Deadly Chicago Econometrics
By Arnold Kling
Bryan’s post on the statistical findings about parenting and health care reminds me of what we at MIT used to call “Chicago econometrics.”
A fundamental fallacy in classical statistics is to say, “Therefore, we accept the null hypothesis.” The classical statistical tests are designed to make it difficult to reject the null hypothesis (innocent in until proven guilty). See this lecture.
So, if you set up a classical test with the null hypothesis as “health care has no effect,” you are giving yourself a low probability of rejecting that hypothesis. Getting a statistically insignificant result is no more than that–an insignificant result. All claims that you have shown zero effect of the independent variable are fallacious, because you gave yourself a high probability of showing zero effect to begin with.

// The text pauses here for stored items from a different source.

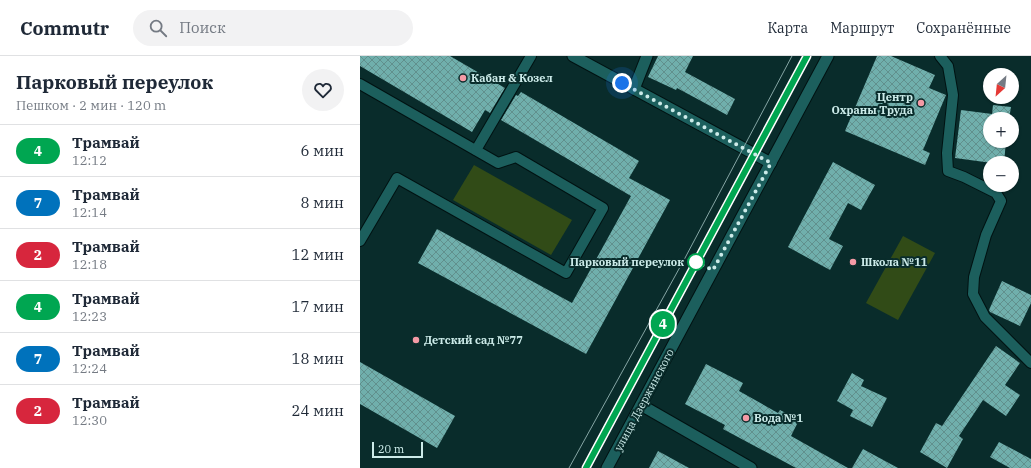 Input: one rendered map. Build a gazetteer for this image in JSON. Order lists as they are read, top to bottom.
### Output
{
  "streets": {
    "main road": ["улица Дзержинского"]
  },
  "places": [
    "Кабан & Козел",
    "Центр Охраны Труда",
    "Парковый переулок",
    "Школа №11",
    "Детский сад №77",
    "Вода №1"
  ],
  "lines": ["tram line 4"],
  "scale_bar": "20 m",
  "north": "bottom left",
  "page": {
    "header": "Commutr",
    "search": "Поиск",
    "nav": ["Карта", "Маршрут", "Сохранённые"],
    "heading": ["Парковый переулок", "Пешком · 2 мин · 120 m"],
    "on_map": "4",
    "map_buttons": ["+", "−"],
    "list": [
      {
        "mark": "4",
        "name": "Трамвай",
        "note": "12:12",
        "value": "6 мин"
      },
      {
        "mark": "7",
        "name": "Трамвай",
        "note": "12:14",
        "value": "8 мин"
      },
      {
        "mark": "2",
        "name": "Трамвай",
        "note": "12:18",
        "value": "12 мин"
      },
      {
        "mark": "4",
        "name": "Трамвай",
        "note": "12:23",
        "value": "17 мин"
      },
      {
        "mark": "7",
        "name": "Трамвай",
        "note": "12:24",
        "value": "18 мин"
      },
      {
        "mark": "2",
        "name": "Трамвай",
        "note": "12:30",
        "value": "24 мин"
      }
    ],
    "scale": "20 m"
  }
}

Why we called this “Chicago econometrics” I don’t know. Maybe it was just a way of venting at our rivals–kind of like those Maryland basketball fan T-shirts that say “Duck Fuke.”
In addition to the logical flaw, there is the practical problem that measurement error biases regression coefficients toward zero. So, if your measure of schooling, or parenting, or health care, is a poor proxy for the correct variable, then you will get a low coefficient for that reason alone.
One of my pet peeves is lazy econometrics, where someone tries to estimate an aggregate relationship for a disaggregated process. For example, you can show a significant relationship between many specific medical procedures and longevity for people with the relevant conditions. Yet if you take an aggregate proxy for medical care and an aggregate measure of longevity, there is no relationship. I think of the latter as lazy econometrics rather than a description of the real world.
Similarly, with parenting, my guess is that there are specific parenting practices that have significant effects on certain types of children. But trying to look at aggregate effects of “parents” on “children” while controlling for genetic effects gets you low coefficients due to lazy econometrics. Add to this the “Chicago econometrics” fallacy of saying “therefore we accept the null hypothesis, and you have a recipe for poor scientific practice.